§ The data:
+===+

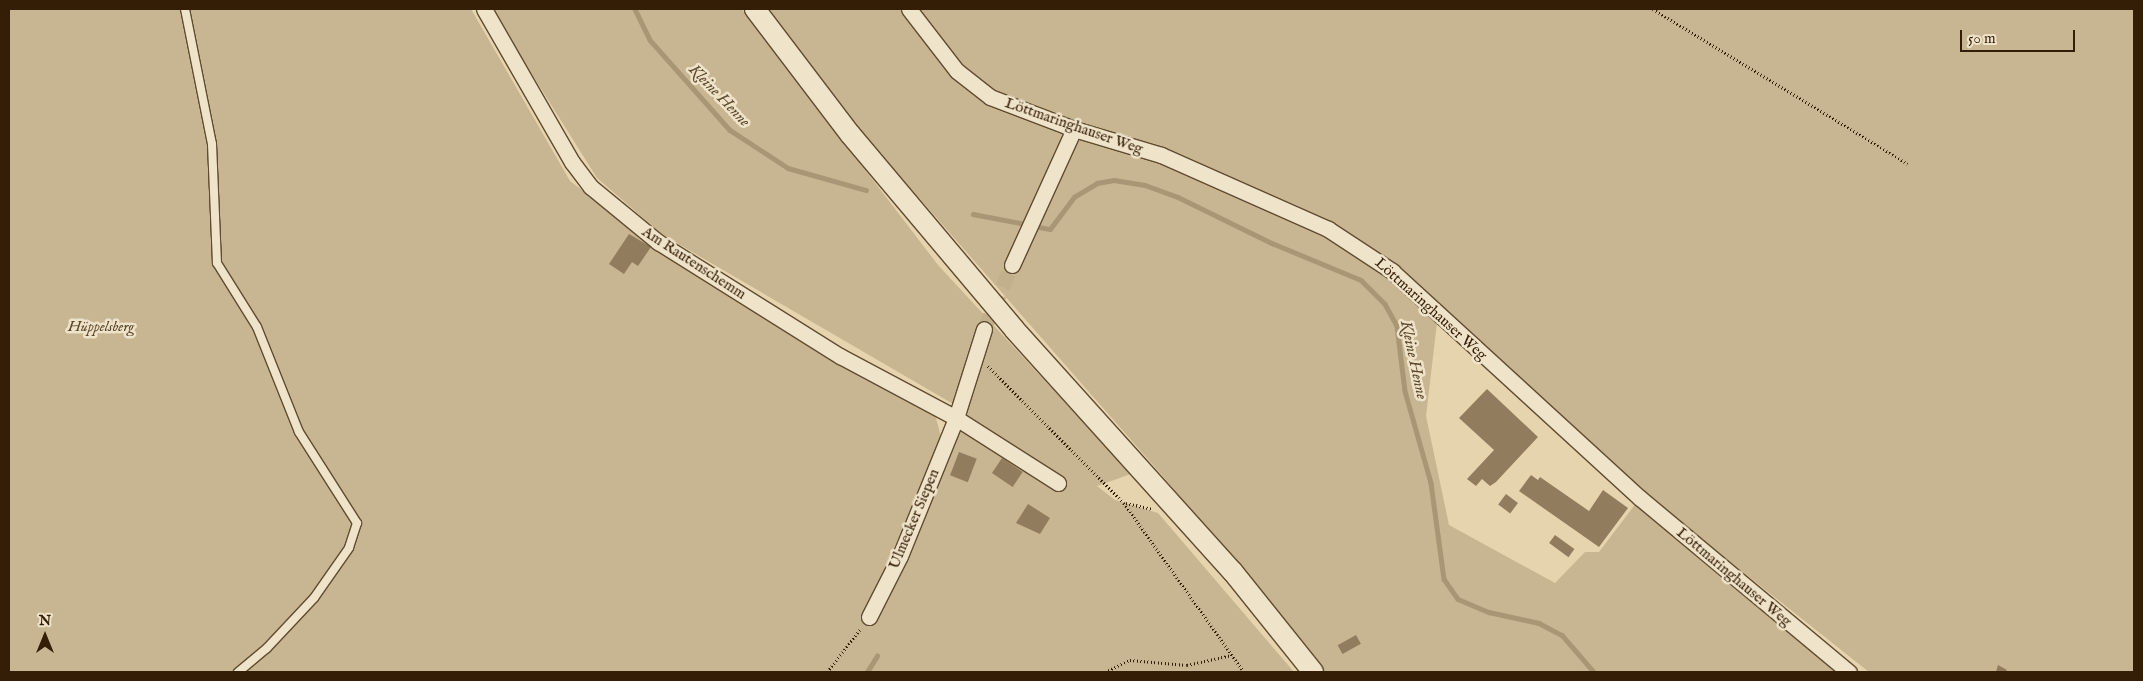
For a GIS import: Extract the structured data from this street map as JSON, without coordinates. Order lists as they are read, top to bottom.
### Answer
{
  "streets": {
    "street": ["Löttmaringhauser Weg", "Am Rautenschemm", "Ulmecker Siepen"]
  },
  "crossings": [
    ["Am Rautenschemm", "Ulmecker Siepen"]
  ],
  "water": ["Kleine Henne"],
  "parks": ["Hüppelsberg"],
  "scale_bar": "50 m",
  "north": "top"
}
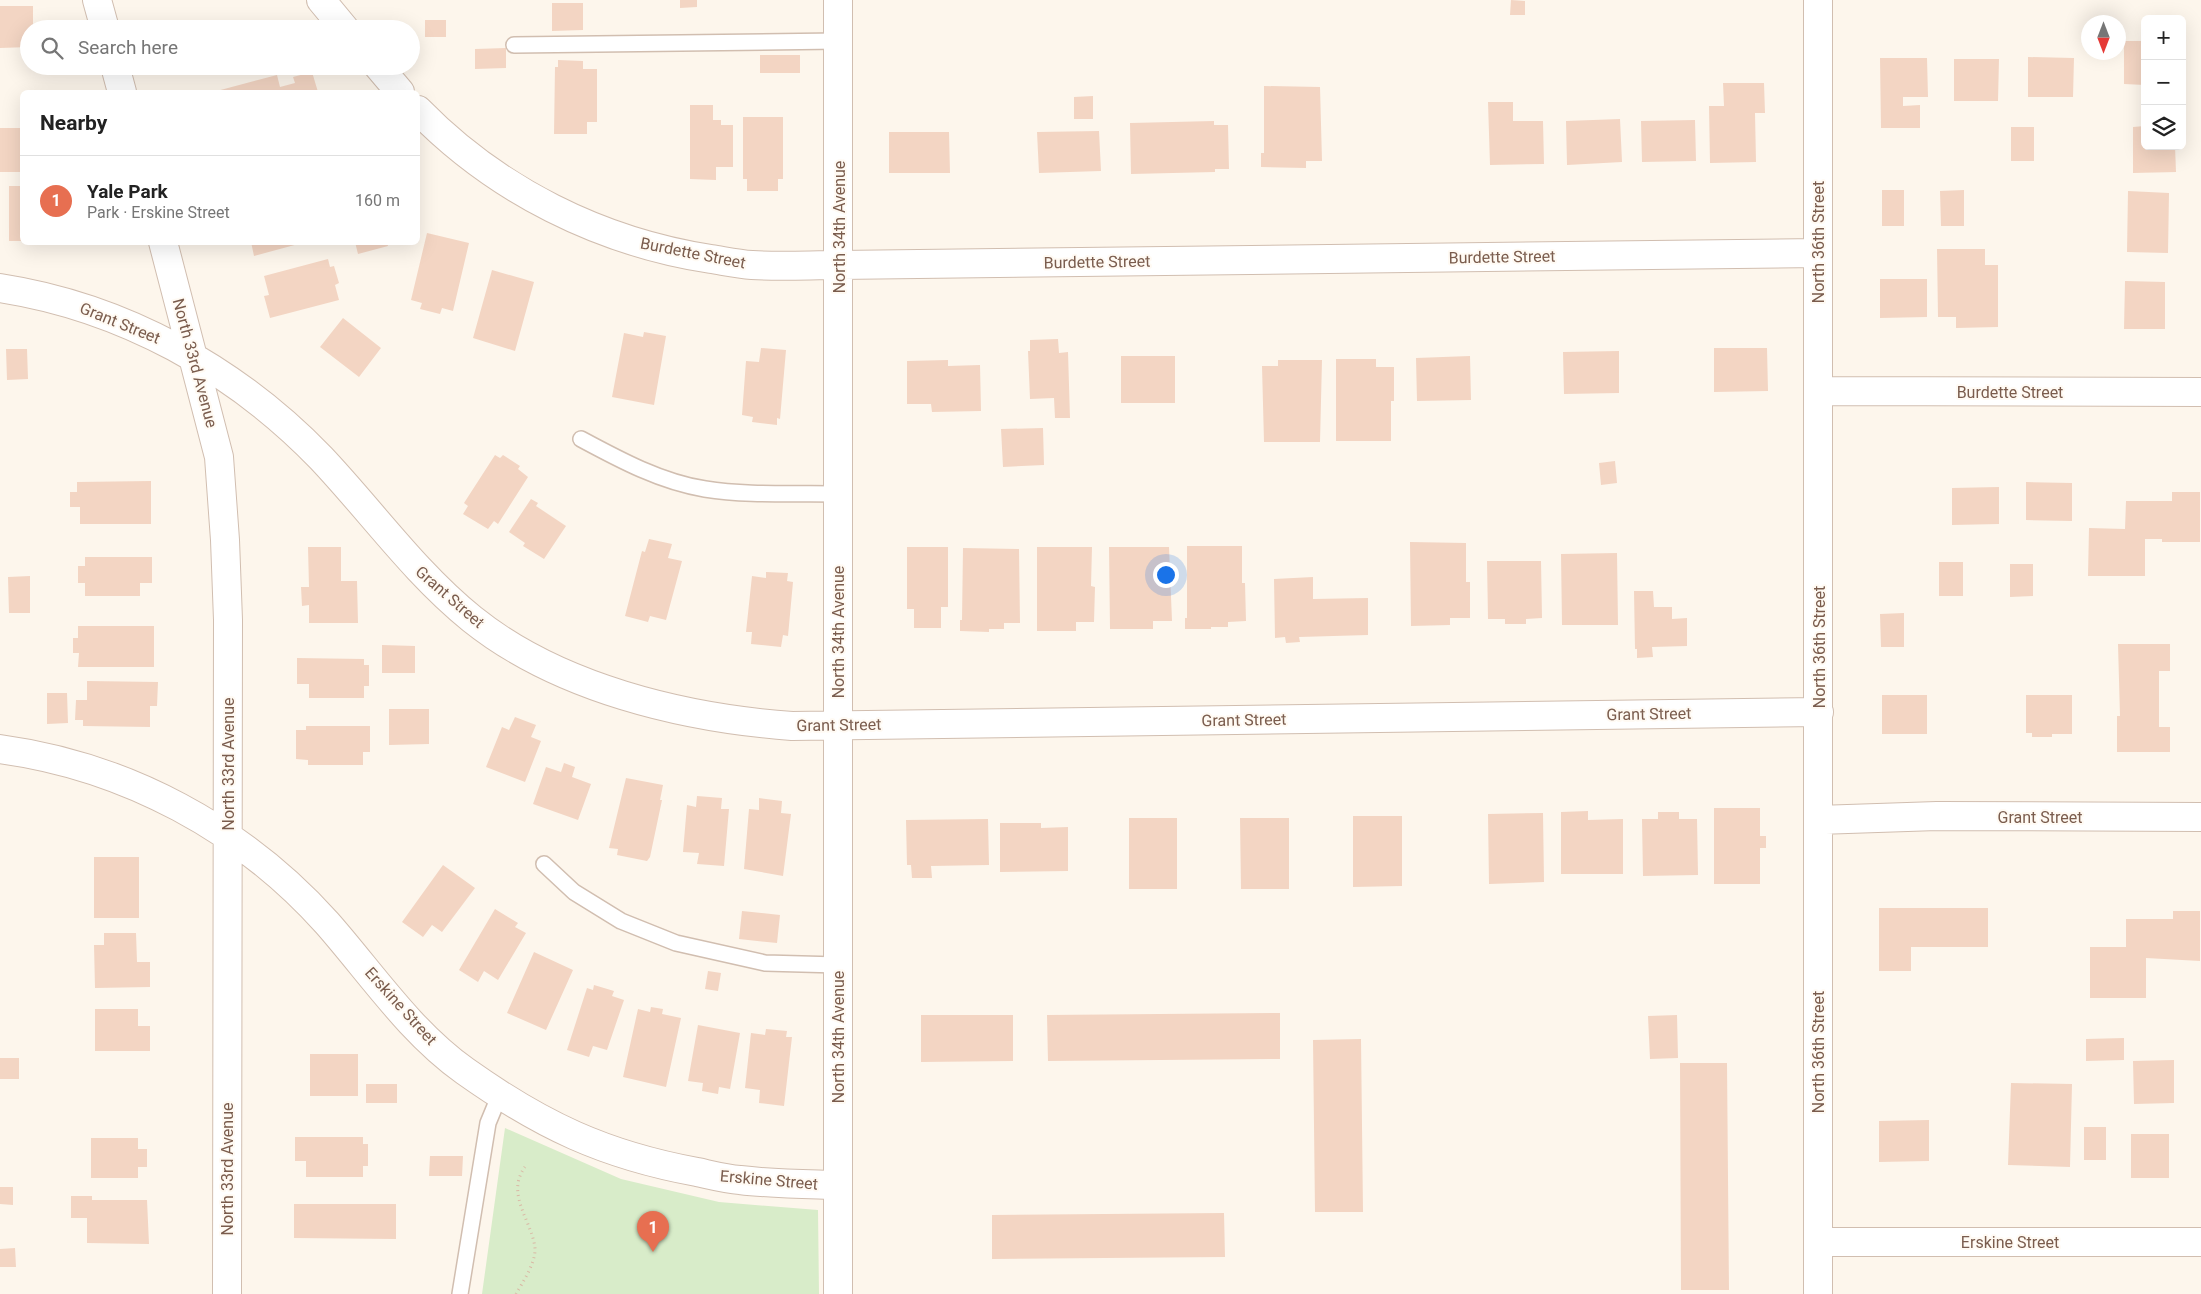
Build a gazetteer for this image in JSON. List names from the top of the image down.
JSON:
{
  "streets": {
    "street": [
      "North 34th Avenue",
      "North 36th Street",
      "Burdette Street",
      "Grant Street",
      "North 33rd Avenue",
      "Erskine Street"
    ]
  },
  "crossings": [
    ["North 34th Avenue", "Burdette Street"],
    ["North 34th Avenue", "Grant Street"],
    ["North 34th Avenue", "Erskine Street"],
    ["North 36th Street", "Burdette Street"],
    ["North 36th Street", "Grant Street"],
    ["North 36th Street", "Erskine Street"],
    ["Grant Street", "North 33rd Avenue"],
    ["North 33rd Avenue", "Erskine Street"]
  ],
  "north": "bottom",
  "page": {
    "map_buttons": ["+", "−"],
    "search": "Search here",
    "heading": "Nearby",
    "list": [
      {
        "mark": "1",
        "name": "Yale Park",
        "note": "Park · Erskine Street",
        "value": "160 m"
      }
    ],
    "pins": "1"
  }
}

+===+

§ What is needed:
Once the pictures are removed, print all the remaining data exactly as it stands.

§ Solution to this exercise:
For a GIS import: Extract the structured data from this street map as JSON, without coordinates. Order lists as they are read, top to bottom.
### Answer
{
  "streets": {
    "street": ["Löttmaringhauser Weg", "Am Rautenschemm", "Ulmecker Siepen"]
  },
  "crossings": [
    ["Am Rautenschemm", "Ulmecker Siepen"]
  ],
  "water": ["Kleine Henne"],
  "parks": ["Hüppelsberg"],
  "scale_bar": "50 m",
  "north": "top"
}
Build a gazetteer for this image in JSON. List names from the top of the image down.
JSON:
{
  "streets": {
    "street": [
      "North 34th Avenue",
      "North 36th Street",
      "Burdette Street",
      "Grant Street",
      "North 33rd Avenue",
      "Erskine Street"
    ]
  },
  "crossings": [
    ["North 34th Avenue", "Burdette Street"],
    ["North 34th Avenue", "Grant Street"],
    ["North 34th Avenue", "Erskine Street"],
    ["North 36th Street", "Burdette Street"],
    ["North 36th Street", "Grant Street"],
    ["North 36th Street", "Erskine Street"],
    ["Grant Street", "North 33rd Avenue"],
    ["North 33rd Avenue", "Erskine Street"]
  ],
  "north": "bottom",
  "page": {
    "map_buttons": ["+", "−"],
    "search": "Search here",
    "heading": "Nearby",
    "list": [
      {
        "mark": "1",
        "name": "Yale Park",
        "note": "Park · Erskine Street",
        "value": "160 m"
      }
    ],
    "pins": "1"
  }
}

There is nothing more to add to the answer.